_Records for this exercise_:
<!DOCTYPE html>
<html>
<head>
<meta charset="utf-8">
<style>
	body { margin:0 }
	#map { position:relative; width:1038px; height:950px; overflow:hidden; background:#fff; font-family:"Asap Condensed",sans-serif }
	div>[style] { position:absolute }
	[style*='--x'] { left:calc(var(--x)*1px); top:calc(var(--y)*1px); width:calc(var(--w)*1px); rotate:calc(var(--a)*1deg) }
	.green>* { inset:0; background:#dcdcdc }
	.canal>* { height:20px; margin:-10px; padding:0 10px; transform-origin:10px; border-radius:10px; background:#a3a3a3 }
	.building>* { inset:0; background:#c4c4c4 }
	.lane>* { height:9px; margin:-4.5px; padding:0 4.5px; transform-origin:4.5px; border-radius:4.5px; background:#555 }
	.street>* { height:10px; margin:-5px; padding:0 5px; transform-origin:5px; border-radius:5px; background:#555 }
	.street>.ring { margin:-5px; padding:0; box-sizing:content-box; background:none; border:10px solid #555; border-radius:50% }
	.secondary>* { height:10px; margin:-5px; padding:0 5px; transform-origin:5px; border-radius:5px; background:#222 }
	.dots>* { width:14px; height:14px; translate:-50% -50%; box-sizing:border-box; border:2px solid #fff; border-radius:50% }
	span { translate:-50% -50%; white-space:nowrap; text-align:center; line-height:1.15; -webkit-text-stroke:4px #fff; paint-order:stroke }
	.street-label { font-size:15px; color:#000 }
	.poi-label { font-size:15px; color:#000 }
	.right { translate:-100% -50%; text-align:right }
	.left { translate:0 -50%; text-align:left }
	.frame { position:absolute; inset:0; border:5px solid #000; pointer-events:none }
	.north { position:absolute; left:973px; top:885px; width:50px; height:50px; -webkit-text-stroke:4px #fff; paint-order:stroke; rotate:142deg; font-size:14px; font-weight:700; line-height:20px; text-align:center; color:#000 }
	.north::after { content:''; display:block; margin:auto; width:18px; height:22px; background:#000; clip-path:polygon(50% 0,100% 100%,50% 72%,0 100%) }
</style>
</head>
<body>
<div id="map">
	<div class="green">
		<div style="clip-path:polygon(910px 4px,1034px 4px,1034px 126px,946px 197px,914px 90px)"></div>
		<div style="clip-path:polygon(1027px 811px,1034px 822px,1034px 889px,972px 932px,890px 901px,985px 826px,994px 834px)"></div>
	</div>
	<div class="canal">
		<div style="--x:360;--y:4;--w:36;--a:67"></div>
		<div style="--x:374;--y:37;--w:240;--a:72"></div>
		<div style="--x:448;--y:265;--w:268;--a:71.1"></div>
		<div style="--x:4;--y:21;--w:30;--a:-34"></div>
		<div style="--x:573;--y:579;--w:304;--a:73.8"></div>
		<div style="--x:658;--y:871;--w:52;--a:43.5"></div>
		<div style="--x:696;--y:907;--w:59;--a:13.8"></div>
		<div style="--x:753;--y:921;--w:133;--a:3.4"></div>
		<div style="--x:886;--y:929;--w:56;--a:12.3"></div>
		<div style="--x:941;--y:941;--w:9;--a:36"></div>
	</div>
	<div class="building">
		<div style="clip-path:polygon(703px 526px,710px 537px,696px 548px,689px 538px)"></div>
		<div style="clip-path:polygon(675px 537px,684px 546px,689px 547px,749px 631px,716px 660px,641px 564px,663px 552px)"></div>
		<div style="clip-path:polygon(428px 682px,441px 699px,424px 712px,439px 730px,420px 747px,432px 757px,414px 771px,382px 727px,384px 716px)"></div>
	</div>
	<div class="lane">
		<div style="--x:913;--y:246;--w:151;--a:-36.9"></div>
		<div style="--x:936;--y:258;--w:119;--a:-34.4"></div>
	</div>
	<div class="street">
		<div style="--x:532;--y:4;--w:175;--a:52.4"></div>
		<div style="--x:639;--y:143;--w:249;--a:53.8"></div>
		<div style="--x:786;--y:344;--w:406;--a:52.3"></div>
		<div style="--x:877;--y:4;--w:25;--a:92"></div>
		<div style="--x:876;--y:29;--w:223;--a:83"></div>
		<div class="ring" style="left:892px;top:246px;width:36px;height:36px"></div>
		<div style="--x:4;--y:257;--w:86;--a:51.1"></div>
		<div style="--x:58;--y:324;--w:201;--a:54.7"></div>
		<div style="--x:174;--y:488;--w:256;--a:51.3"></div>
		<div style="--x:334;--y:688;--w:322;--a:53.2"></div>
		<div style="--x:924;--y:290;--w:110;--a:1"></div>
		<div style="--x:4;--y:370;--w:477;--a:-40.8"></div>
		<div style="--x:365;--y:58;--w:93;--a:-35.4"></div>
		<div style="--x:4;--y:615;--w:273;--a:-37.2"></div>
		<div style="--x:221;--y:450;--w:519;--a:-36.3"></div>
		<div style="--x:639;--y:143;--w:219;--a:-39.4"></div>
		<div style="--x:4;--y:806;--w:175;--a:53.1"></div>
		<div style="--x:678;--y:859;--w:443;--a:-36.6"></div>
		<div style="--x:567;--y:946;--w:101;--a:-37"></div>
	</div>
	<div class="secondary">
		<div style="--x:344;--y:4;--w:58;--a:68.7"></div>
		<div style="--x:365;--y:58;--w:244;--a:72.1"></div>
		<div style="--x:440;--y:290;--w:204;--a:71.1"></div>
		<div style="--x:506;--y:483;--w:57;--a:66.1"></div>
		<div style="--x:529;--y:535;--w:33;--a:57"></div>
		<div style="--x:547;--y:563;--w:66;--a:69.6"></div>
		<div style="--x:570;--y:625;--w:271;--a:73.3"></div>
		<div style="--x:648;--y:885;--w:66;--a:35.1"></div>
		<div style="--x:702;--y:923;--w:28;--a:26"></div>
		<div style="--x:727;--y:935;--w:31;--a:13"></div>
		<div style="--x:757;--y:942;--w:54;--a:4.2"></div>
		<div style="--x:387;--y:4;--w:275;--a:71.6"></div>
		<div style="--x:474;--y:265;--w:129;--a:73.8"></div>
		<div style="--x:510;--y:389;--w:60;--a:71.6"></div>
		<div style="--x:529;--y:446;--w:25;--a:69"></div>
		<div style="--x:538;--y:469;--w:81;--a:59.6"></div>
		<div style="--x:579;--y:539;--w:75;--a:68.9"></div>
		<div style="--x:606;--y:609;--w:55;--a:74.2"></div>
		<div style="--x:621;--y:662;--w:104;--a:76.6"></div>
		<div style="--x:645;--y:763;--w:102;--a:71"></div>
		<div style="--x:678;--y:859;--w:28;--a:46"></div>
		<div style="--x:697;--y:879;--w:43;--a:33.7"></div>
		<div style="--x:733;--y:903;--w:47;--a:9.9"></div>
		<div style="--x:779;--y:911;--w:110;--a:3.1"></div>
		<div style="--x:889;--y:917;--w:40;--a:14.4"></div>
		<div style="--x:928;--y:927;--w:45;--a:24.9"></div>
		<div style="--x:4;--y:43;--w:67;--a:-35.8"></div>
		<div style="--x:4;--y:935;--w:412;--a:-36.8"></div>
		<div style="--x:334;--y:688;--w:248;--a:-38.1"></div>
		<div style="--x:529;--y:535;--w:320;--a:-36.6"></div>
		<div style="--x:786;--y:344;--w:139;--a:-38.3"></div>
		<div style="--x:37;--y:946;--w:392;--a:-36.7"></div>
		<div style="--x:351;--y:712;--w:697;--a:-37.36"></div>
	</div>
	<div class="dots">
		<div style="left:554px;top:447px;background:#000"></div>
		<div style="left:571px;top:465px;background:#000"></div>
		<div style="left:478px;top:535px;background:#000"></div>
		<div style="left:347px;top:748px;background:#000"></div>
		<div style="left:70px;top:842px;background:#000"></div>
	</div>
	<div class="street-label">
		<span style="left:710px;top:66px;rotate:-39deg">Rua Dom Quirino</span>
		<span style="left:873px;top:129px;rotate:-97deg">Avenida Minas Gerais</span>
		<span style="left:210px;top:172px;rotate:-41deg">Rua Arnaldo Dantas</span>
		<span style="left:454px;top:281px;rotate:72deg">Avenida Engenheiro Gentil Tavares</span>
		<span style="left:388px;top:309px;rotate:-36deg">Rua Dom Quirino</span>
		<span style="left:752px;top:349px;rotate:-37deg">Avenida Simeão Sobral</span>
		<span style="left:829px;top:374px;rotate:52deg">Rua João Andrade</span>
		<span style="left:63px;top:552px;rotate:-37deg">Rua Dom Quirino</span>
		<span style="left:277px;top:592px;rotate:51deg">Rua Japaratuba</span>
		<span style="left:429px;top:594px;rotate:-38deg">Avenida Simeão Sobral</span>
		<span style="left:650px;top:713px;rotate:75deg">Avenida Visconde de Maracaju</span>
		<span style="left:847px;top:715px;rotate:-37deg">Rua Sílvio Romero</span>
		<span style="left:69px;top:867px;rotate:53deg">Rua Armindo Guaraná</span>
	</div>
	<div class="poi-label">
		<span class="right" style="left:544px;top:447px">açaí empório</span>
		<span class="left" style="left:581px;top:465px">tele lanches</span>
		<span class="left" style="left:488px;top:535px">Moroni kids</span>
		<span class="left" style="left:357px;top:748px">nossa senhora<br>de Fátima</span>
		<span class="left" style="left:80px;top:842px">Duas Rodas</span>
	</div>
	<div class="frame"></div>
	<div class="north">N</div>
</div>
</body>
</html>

_Exercise aim_: Start with the line above that contains "height:20px; margin:-10px; padding:0" and stop after the line that contains "width:14px; height:14px; translate:-50%". Output those lines exactly, and only those.

_Response area_:
	.canal>* { height:20px; margin:-10px; padding:0 10px; transform-origin:10px; border-radius:10px; background:#a3a3a3 }
	.building>* { inset:0; background:#c4c4c4 }
	.lane>* { height:9px; margin:-4.5px; padding:0 4.5px; transform-origin:4.5px; border-radius:4.5px; background:#555 }
	.street>* { height:10px; margin:-5px; padding:0 5px; transform-origin:5px; border-radius:5px; background:#555 }
	.street>.ring { margin:-5px; padding:0; box-sizing:content-box; background:none; border:10px solid #555; border-radius:50% }
	.secondary>* { height:10px; margin:-5px; padding:0 5px; transform-origin:5px; border-radius:5px; background:#222 }
	.dots>* { width:14px; height:14px; translate:-50% -50%; box-sizing:border-box; border:2px solid #fff; border-radius:50% }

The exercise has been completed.